Metropolitan Saba addresses this directly in his prayer, pointing straight back to Christ’s parable of the wheat and the tares. “Perhaps one of the most difficult things in Your Gospel,” he writes, “is that You allowed the wheat to grow together with the tares until the final judgment.”
He gives a beautiful definition of what we are actually doing here:
You taught us that Your Church on earth is not a gathering of saints as much as it is a community of strugglers seeking holiness. Some may attain it; others may glimpse it only from afar; and many may not see it at all.
The human tendency is to hate this. We want to pull the weeds, and we’re pretty sure the other guys are the weeds. We may be tempted to draw sharp lines between the “True Believers” and the “Compromised.” But the tension of the Gospel is that Christ actually tells us to knock it off with the weed-pulling (Matthew 13:24-30)—primarily because our spiritual eyesight is so warped by pride that we are almost guaranteed to uproot the wheat while protecting our own favorite tares.
Or, more frighteningly, and I already hinted at this: we might realize that we are the tares.
“Thus, we learned,” His Eminence concludes, “that we must be strict with ourselves, not others, and that we must demand truth and uprightness from ourselves before anything else.”
The Two Ascents of Christ
If the first temptation is to purge the Church, the second is to climb to the top of it.
Here, Metropolitan Saba makes a profound observation about the physical trajectory of the Incarnation. Our culture is obsessed with upward mobility. We want platforms. We count clicks, subscribers, followers, and comments. Enter YouTube, and the newly zealous want to be seen as leaders, defenders of the faith, important voices.
But Christ’s life moved in the exact opposite direction. His entire existence was an act of kenosis—a Greek word meaning self-emptying. God becomes a fetus. The Creator of the cosmos learns to walk in the dust of first-century Palestine. He famously rode into Jerusalem on a donkey, and yet was greeted by the masses as a King and Royal Victor.
“Your whole life was a descent,” Metropolitan Saba writes. And then he points out an astonishing detail: “You ascended only twice.”
The first time Christ goes up is to the mountain, so the multitudes can hear the new law (Matthew 5). The second time is upon the Cross: “On the hill of Golgotha, You allowed Yourself to be lifted up as a martyr, embracing the world with Your outstretched arms.”
Even when Christ goes “up,” it is actually the summit of His descent. He ascends the mountain to serve the crowds. He ascends the cross to die for them.
Contrast this with how we operate. “Because we are small within,” the Metropolitan confesses on our behalf, “we seek to become great—not through You, but through them [our followers]—so that we may feel effective, influential, and important.”
We use the things of God to build monuments to ourselves. We gather followers, readers, and allies under the banner of “defending” or promoting Orthodoxy, but the engine driving the train is often just our own desperate need to matter.

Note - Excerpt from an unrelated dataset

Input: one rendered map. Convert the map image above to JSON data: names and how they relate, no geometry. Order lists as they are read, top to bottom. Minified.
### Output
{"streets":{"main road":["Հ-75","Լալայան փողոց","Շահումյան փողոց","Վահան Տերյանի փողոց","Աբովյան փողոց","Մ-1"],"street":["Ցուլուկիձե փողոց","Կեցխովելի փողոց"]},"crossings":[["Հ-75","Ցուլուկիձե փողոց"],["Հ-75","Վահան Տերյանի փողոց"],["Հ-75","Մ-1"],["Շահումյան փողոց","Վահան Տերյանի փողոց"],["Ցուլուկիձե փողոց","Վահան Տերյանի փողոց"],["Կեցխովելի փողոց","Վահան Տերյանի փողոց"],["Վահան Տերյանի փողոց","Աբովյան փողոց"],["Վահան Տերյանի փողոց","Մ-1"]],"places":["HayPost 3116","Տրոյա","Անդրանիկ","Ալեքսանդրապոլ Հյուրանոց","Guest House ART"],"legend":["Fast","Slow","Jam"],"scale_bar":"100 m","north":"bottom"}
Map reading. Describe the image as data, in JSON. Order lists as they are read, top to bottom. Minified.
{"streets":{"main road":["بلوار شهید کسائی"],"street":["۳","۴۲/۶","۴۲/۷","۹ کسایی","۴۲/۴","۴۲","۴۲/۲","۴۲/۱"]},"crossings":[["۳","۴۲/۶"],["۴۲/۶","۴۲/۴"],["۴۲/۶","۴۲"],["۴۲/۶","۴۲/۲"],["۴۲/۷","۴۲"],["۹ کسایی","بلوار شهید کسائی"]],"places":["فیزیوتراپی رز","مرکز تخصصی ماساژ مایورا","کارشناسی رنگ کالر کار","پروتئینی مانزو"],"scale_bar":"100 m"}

We are like the disciples arguing over who is going to be the greatest in the Kingdom; meanwhile, Christ is prepping a bowl of water to wash the feet of the disciples.
Sanctifying the Means
All this presents an amusing—or rather, tragic—conundrum. What happens when we convince ourselves we are fighting a holy war for the Church? And what if we are really being driven by ego?
“How often,” the Metropolitan asks, “have we violated Your Gospel when we sanctified the means for the sake of the end?”
When you believe that the survival or purity of the Church depends entirely on you winning an argument, securing a parish council vote, or “destroying” an opponent online, you will justify almost any behavior. Snark, slander, political maneuvering, gossip, personal attacks—it all gets baptized as “zeal” or is justified “because he brought so many to the Church.”
But the Metropolitan pierces right through this delusion:
In the intoxication of our self-importance and ego, we often forget You, my Lord, and replace You with our followers. We become preoccupied with the devil dwelling within us, following his whispers so we no longer see You or hear You. Thus, vainglory leads us to do what we perceive is right—when in truth it is our own sins.
Read that line again. Vainglory leads us to do what we perceive is right.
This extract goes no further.